As shown in fig. 1 and 2, the distal end executing structure 2 includes a passing section 21, a bending section 22 and a locking disc 23, wherein the passing section 21 is formed by installing a plurality of wire passing discs 211 in a matching manner, the wire passing discs 211 are annular discs, and a plurality of groups of wire passing holes are formed in the annular discs at intervals in the vertical direction, so that a channel for passing the alloy wire is formed; the number of the groups of the wire passing holes is related to the posture adjustment freedom degree of the flexible arm, namely, is consistent with the number of the driving components 12 of the near-end driving structure 1, if the freedom degree of the flexible arm is adjusted to two degrees of freedom of deflection and pitching, the number of the groups of the wire passing holes is two, and each group of the wire passing holes is arranged in the circumferential direction of the wire passing disc relatively. As shown in fig. 3, the bending section 22 includes a skeleton pipe 221 capable of deflecting or pitching and a plurality of skeleton discs 222 sleeved outside the skeleton pipe 221 along the length direction thereof, the skeleton pipe 221 is of a hollow structure, and the skeleton pipe 221 is flexible and bendable; the skeleton plate 222 is fixedly sleeved outside the skeleton pipe 221, and a plurality of groups of wire passing holes are formed in the skeleton pipe at intervals along the vertical direction, and the arrangement of the wire passing holes is consistent with that of the wire passing plate 211, so that a channel for alloy wires to pass through is formed. As shown in fig. 3, a plurality of groups of thread fixing holes are formed in the locking disc 23 at intervals along the vertical direction, and the number of the thread fixing holes is consistent with that of the thread passing holes in the thread passing disc 211 and the skeleton disc 222. The alloy wire passes through the guide tube 15 and then sequentially passes through the wire passing holes formed in the wire passing discs 211 of the passing section 21 and the wire passing holes formed in the skeleton discs 222 of the bending section 22, and then is fixed in the wire fixing holes formed in the locking disc 23.

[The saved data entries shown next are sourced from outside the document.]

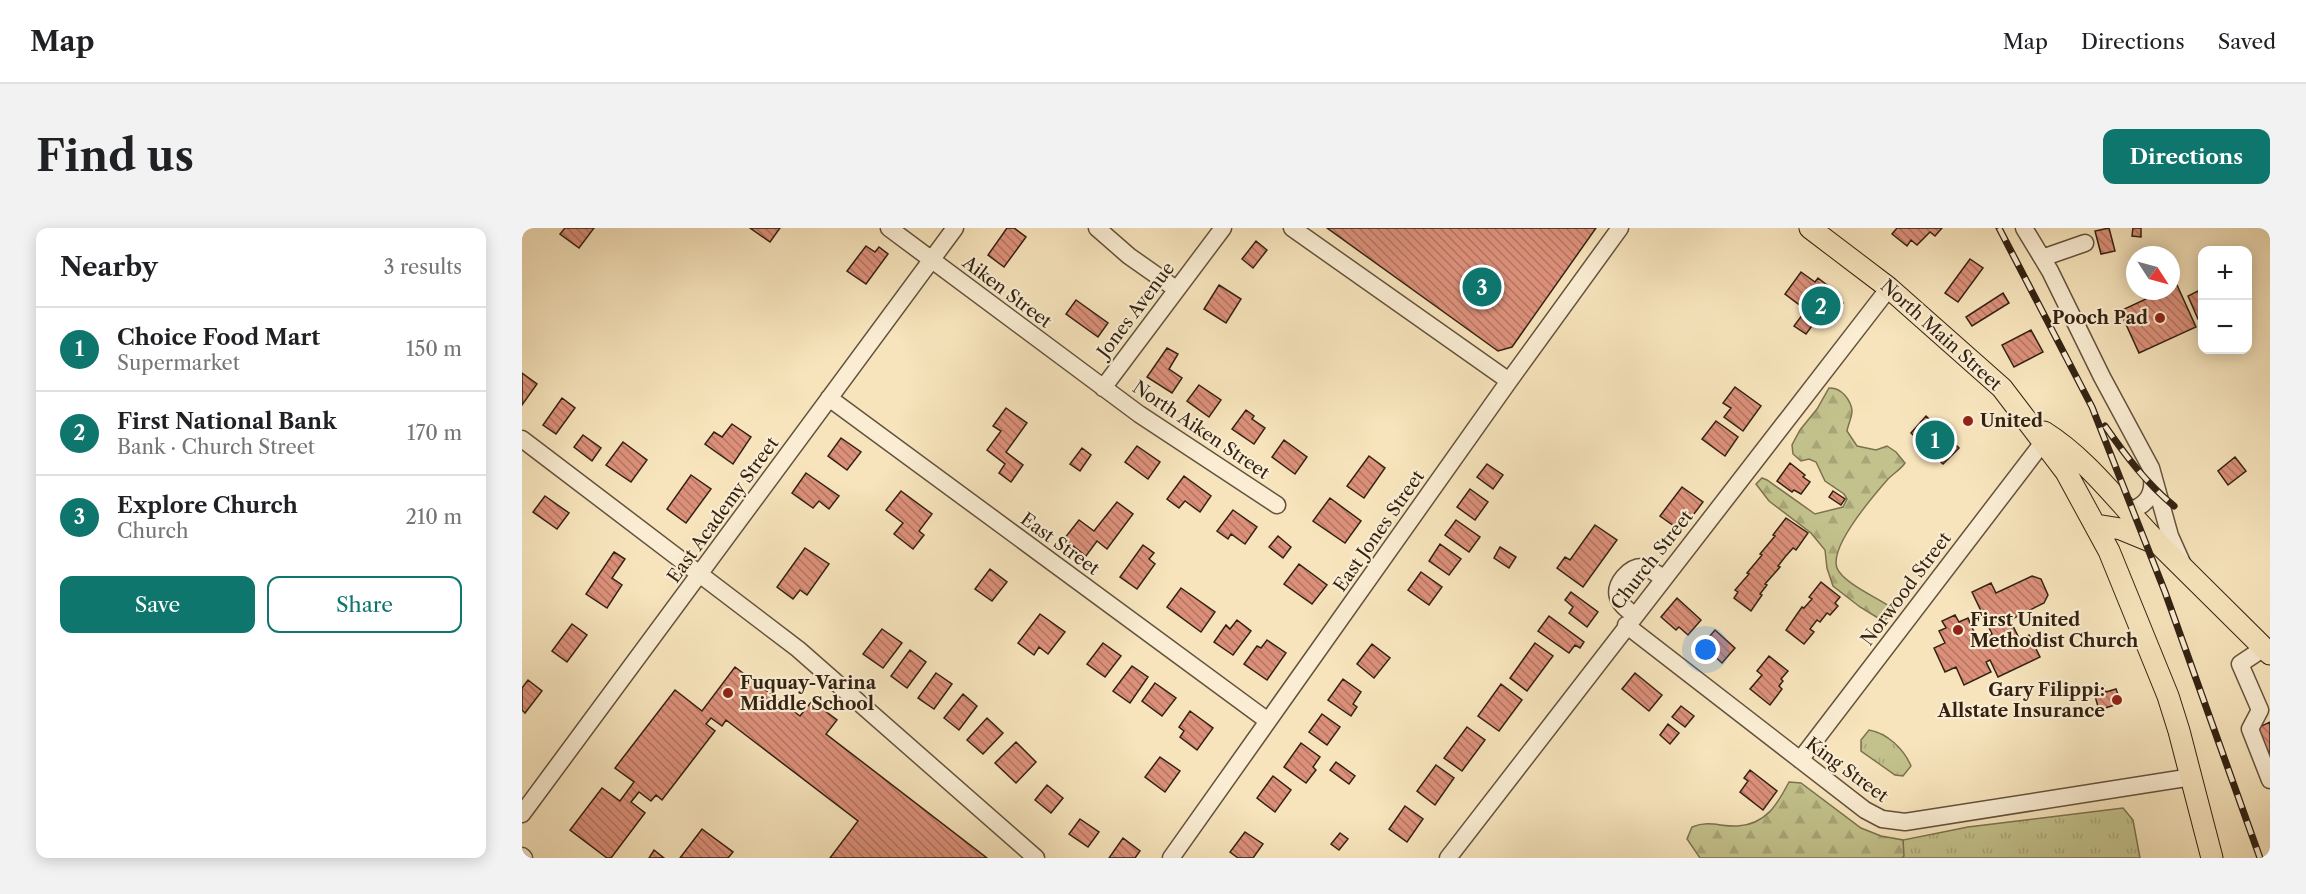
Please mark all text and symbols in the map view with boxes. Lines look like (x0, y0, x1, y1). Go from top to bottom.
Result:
text: Map (30, 24, 94, 58)
text: Map (2003, 29, 2048, 54)
text: Directions (2081, 29, 2185, 54)
text: Saved (2218, 29, 2276, 54)
button: Directions (2103, 129, 2270, 184)
text: Find us (36, 130, 194, 182)
north arrow (2126, 246, 2180, 300)
map controls (2198, 246, 2252, 354)
button: + (2198, 246, 2252, 300)
text: Nearby (60, 251, 158, 283)
street label: Aiken Street (957, 251, 1056, 333)
text: 3 results (384, 255, 462, 279)
street label: Jones Avenue (1091, 258, 1179, 365)
pin: 3 (1462, 264, 1502, 310)
street label: North Main Street (1876, 275, 2007, 396)
pin: 2 (1802, 284, 1840, 328)
button: − (2198, 300, 2252, 354)
place label: Pooch Pad (2052, 307, 2148, 329)
marker: Pooch Pad (2153, 311, 2167, 325)
text: Choice Food Mart (117, 324, 320, 351)
text: 1 (75, 337, 84, 361)
text: 150 m (406, 337, 462, 361)
text: Supermarket (117, 351, 240, 375)
street label: North Aiken Street (1128, 376, 1274, 484)
text: First National Bank (117, 408, 337, 435)
place label: United (1980, 410, 2043, 432)
marker: United (1961, 414, 1975, 428)
pin: 1 (1916, 418, 1954, 462)
text: 2 (74, 421, 85, 445)
text: 170 m (407, 421, 462, 445)
street label: East Academy Street (663, 432, 784, 587)
text: Bank · Church Street (117, 435, 315, 459)
street label: East Jones Street (1329, 466, 1429, 596)
text: Explore Church (117, 492, 298, 519)
text: 3 (74, 505, 85, 529)
text: 210 m (405, 505, 462, 529)
street label: Church Street (1606, 505, 1698, 614)
street label: East Street (1016, 508, 1104, 580)
text: Church (117, 519, 188, 543)
street label: Norwood Street (1856, 527, 1956, 650)
button: Save (60, 576, 255, 633)
button: Share (267, 576, 462, 633)
place label: First United Methodist Church (1970, 609, 2139, 652)
marker: First United Methodist Church (1951, 623, 1965, 637)
your location (1691, 635, 1720, 664)
place label: Fuquay-Varina Middle School (740, 672, 877, 715)
place label: Gary Filippi: Allstate Insurance (1937, 679, 2105, 722)
marker: Fuquay-Varina Middle School (721, 686, 735, 700)
marker: Gary Filippi: Allstate Insurance (2110, 693, 2124, 707)
street label: King Street (1802, 733, 1893, 808)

As shown in fig. 4, the carrier 11 includes a supporting plate 111 connected to the fixing plate 13 by the upright posts 14, and a plurality of fixing blocks 112 mounted on the supporting plate 111, wherein the fixing blocks 112 are arranged in pairs, and the number of the fixing blocks 112 corresponds to the number of the driving units 12. The vertical direction shown in the figure is defined as the vertical direction, wheel grooves 1121 for rotatably mounting the guide wheels are respectively formed at the upper and lower ends of the fixed block 112, and a slide groove 1122 along the vertical direction is formed in the fixed block 112, as shown in fig. 7.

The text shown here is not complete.